■ **Assignment**
Look for "boxes" in the material below and show each line that contains it.

■ **Records for the exercise**
————
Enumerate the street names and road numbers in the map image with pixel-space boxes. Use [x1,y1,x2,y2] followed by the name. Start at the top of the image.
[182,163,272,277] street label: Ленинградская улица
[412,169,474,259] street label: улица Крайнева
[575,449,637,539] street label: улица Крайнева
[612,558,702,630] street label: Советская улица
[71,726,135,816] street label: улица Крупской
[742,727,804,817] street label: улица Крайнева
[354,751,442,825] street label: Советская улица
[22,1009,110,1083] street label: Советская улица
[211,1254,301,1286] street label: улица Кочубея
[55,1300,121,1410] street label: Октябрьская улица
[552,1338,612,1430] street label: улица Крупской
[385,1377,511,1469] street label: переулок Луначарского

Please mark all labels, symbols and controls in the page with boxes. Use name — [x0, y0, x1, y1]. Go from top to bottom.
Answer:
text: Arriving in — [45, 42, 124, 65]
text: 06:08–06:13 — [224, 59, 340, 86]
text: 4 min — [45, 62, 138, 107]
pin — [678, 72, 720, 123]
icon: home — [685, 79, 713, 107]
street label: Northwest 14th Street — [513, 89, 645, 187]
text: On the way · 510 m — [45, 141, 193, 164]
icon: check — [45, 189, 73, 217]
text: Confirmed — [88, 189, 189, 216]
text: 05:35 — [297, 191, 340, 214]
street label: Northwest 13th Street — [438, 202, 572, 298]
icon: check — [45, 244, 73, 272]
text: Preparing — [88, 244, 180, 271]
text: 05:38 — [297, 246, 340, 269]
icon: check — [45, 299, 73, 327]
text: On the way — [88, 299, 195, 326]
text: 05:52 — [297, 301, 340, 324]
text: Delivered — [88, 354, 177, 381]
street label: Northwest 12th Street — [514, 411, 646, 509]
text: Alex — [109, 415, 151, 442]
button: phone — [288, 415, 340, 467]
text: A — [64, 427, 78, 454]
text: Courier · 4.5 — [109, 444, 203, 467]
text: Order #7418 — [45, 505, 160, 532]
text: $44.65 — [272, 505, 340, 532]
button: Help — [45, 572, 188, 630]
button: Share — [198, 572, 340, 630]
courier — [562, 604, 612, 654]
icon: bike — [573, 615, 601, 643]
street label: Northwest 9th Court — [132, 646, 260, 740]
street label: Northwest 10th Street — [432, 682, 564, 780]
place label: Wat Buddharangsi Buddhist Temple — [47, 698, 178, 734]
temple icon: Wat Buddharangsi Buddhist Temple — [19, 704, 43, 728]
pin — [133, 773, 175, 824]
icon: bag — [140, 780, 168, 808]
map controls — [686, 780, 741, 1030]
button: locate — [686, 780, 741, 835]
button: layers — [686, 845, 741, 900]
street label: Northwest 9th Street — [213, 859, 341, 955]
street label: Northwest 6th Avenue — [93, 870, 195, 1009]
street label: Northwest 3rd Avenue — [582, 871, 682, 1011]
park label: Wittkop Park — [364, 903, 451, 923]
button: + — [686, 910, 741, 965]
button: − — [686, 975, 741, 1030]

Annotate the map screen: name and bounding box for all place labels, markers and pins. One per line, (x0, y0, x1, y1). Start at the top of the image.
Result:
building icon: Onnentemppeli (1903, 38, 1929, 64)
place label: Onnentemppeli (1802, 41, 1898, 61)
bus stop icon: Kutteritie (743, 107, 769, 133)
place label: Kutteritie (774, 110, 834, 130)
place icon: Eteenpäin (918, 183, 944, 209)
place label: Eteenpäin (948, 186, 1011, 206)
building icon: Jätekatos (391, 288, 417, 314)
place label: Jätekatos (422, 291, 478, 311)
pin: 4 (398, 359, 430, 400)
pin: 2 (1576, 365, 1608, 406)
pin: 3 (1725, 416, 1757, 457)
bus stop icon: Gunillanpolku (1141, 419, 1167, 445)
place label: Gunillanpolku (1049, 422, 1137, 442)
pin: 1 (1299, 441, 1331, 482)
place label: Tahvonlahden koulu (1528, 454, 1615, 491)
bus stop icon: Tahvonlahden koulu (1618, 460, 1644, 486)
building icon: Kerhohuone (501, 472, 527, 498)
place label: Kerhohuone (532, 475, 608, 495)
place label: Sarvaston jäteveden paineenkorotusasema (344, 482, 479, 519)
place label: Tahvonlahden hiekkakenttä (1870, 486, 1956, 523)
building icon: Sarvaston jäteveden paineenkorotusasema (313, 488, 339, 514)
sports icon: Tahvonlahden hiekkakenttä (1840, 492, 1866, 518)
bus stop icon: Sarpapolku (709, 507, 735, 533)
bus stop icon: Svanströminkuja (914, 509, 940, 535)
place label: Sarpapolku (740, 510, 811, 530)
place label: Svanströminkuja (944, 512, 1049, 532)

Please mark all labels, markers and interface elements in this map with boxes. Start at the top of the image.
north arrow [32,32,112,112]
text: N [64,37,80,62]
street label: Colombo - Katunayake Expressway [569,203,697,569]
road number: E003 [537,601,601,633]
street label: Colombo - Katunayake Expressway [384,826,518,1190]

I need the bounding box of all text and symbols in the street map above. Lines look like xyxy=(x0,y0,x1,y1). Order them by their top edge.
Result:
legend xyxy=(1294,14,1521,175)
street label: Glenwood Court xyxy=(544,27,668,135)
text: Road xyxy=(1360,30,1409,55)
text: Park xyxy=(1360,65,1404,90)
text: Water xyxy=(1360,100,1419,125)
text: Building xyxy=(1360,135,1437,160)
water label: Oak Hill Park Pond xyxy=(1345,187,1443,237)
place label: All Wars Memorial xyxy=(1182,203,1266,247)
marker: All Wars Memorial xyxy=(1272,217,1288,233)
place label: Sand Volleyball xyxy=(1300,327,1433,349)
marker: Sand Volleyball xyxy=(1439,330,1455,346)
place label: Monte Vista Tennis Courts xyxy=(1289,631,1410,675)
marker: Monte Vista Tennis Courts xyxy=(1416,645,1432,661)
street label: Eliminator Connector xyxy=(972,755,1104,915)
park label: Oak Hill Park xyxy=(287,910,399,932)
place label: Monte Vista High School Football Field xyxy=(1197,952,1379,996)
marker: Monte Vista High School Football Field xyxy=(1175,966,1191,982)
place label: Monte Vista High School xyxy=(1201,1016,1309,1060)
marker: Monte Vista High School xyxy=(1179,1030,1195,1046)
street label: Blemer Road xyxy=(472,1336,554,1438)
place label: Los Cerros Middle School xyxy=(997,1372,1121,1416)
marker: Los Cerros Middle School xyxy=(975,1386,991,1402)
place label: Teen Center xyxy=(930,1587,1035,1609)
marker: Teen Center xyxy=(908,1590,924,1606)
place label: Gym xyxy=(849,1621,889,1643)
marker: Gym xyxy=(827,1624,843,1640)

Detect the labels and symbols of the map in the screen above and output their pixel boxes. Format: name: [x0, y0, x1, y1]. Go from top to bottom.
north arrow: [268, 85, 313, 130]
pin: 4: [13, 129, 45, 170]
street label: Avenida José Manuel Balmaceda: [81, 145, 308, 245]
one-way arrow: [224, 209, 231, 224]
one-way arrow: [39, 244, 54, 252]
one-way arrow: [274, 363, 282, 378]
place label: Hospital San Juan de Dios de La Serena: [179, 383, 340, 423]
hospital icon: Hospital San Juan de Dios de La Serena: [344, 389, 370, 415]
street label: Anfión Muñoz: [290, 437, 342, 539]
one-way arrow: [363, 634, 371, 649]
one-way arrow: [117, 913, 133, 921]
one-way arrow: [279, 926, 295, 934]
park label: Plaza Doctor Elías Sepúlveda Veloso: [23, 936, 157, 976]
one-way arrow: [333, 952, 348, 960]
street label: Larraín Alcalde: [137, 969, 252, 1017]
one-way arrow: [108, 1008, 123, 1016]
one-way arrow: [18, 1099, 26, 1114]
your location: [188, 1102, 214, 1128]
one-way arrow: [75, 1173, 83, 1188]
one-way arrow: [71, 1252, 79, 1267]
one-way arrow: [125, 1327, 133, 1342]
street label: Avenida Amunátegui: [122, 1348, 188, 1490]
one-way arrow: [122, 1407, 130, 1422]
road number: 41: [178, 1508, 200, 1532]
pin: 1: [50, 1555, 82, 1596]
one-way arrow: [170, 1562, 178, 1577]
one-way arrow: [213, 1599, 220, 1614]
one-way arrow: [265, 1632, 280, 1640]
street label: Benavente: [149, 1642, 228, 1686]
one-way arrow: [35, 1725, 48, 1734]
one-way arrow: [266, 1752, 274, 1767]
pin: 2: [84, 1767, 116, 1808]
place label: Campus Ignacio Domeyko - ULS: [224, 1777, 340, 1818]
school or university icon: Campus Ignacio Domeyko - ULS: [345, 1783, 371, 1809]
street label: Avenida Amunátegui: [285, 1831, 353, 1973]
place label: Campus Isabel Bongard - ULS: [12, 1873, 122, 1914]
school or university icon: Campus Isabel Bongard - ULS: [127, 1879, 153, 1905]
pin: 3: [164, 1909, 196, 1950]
————
■ **Answer section**
Enumerate the street names and road numbers in the map image with pixel-space boxes. Use [x1,y1,x2,y2] followed by the name. Start at the top of the image.
Please mark all labels, symbols and controls in the page with boxes. Use name — [x0, y0, x1, y1]. Go from top to bottom.
Please mark all labels, markers and interface elements in this map with boxes. Start at the top of the image.
Detect the labels and symbols of the map in the screen above and output their pixel boxes. Format: name: [x0, y0, x1, y1]. Go from top to bottom.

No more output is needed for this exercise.